'''

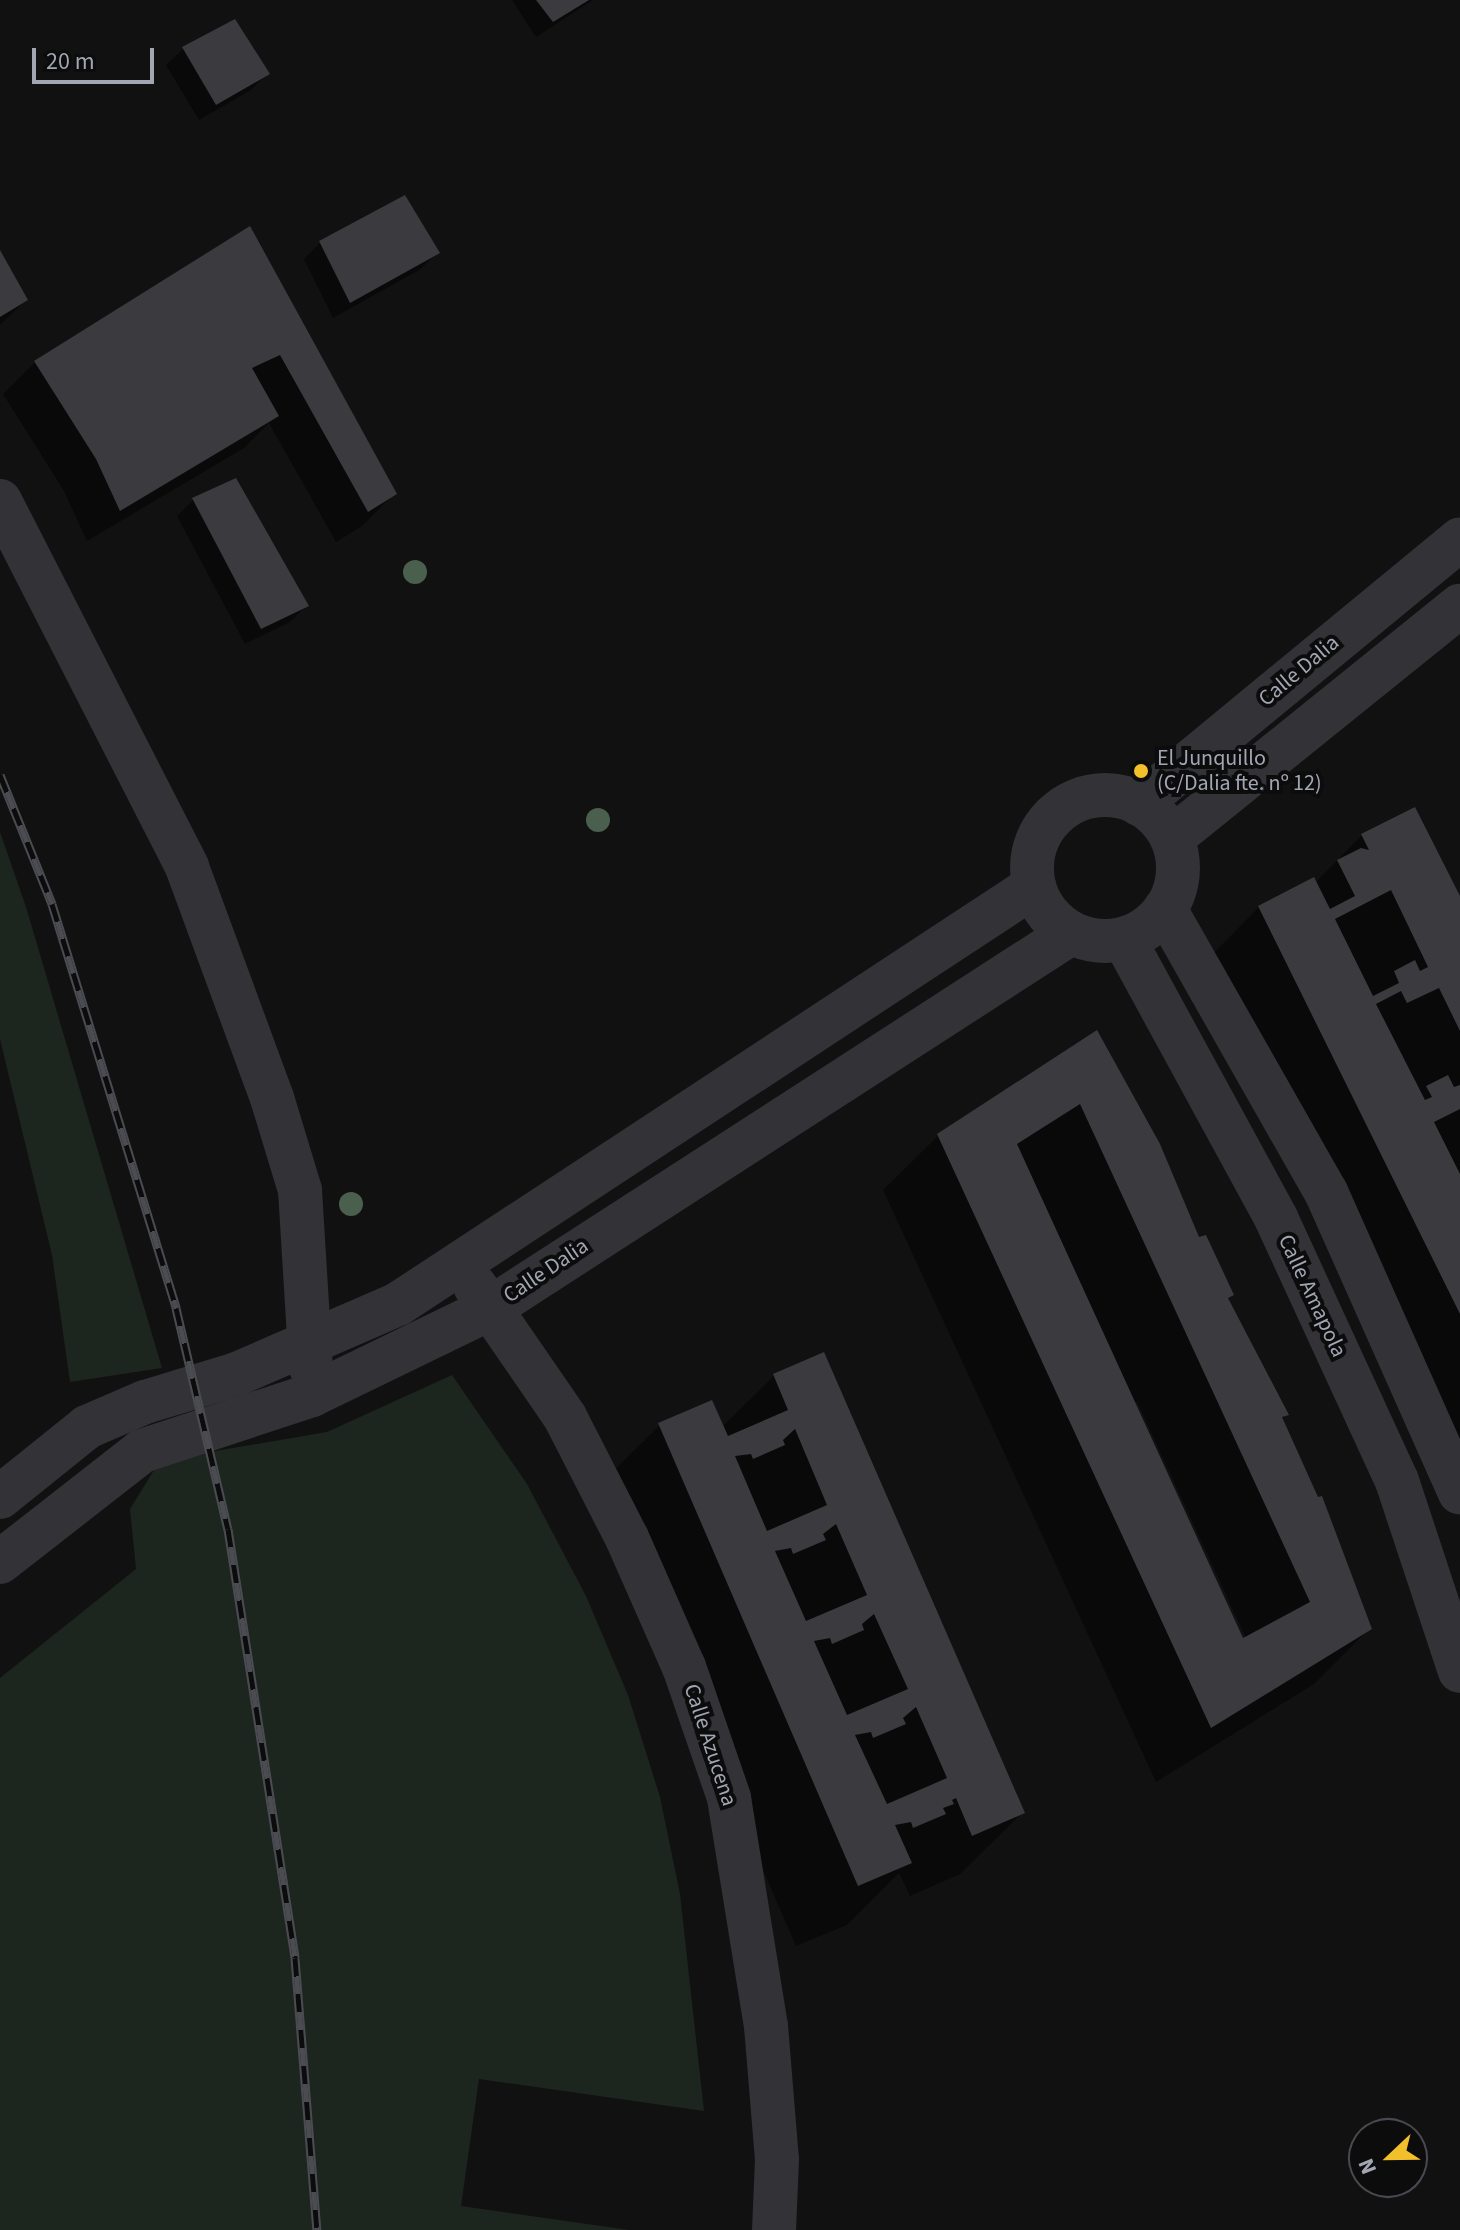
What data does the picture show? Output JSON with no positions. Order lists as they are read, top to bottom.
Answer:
{
  "streets": {
    "street": ["Calle Dalia", "Calle Amapola", "Calle Azucena"]
  },
  "crossings": [
    ["Calle Dalia", "Calle Amapola"],
    ["Calle Dalia", "Calle Azucena"]
  ],
  "places": ["El Junquillo (C/Dalia fte. nº 12)"],
  "scale_bar": "20 m",
  "north": "left"
}
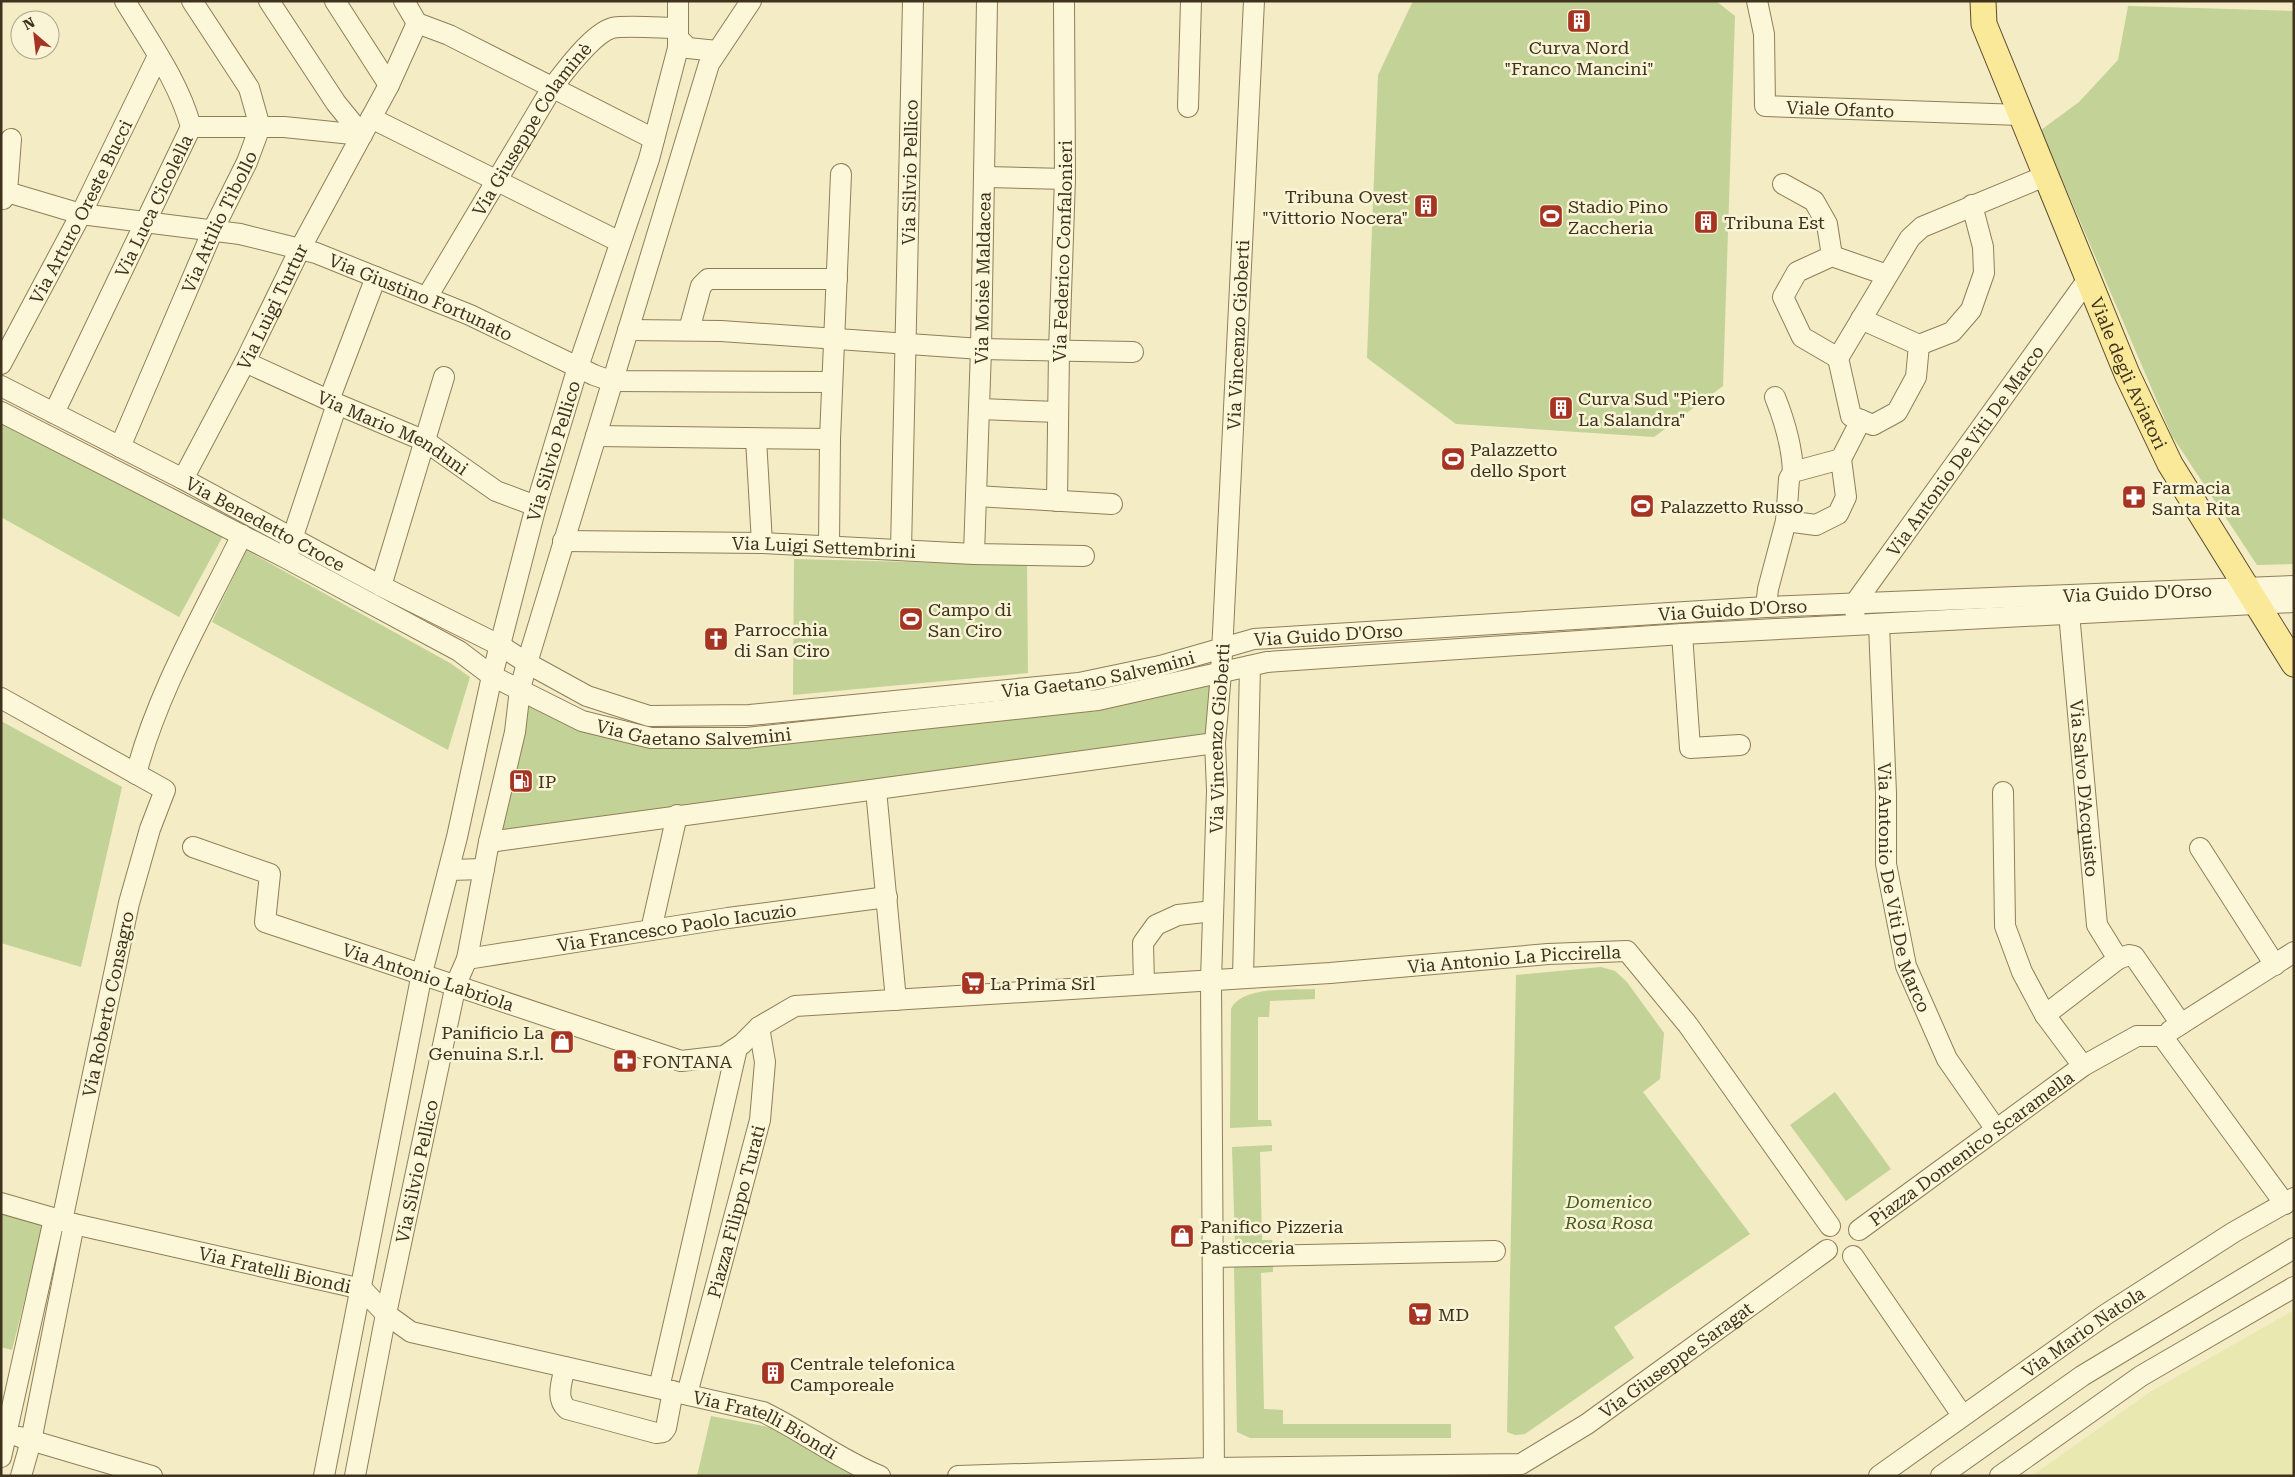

'''

The data above should be repeated in full and exactly, with no pictures carried over.

* **THE ANSWER**:
What data does the picture show? Output JSON with no positions. Order lists as they are read, top to bottom.
Answer:
{
  "streets": {
    "street": ["Calle Dalia", "Calle Amapola", "Calle Azucena"]
  },
  "crossings": [
    ["Calle Dalia", "Calle Amapola"],
    ["Calle Dalia", "Calle Azucena"]
  ],
  "places": ["El Junquillo (C/Dalia fte. nº 12)"],
  "scale_bar": "20 m",
  "north": "left"
}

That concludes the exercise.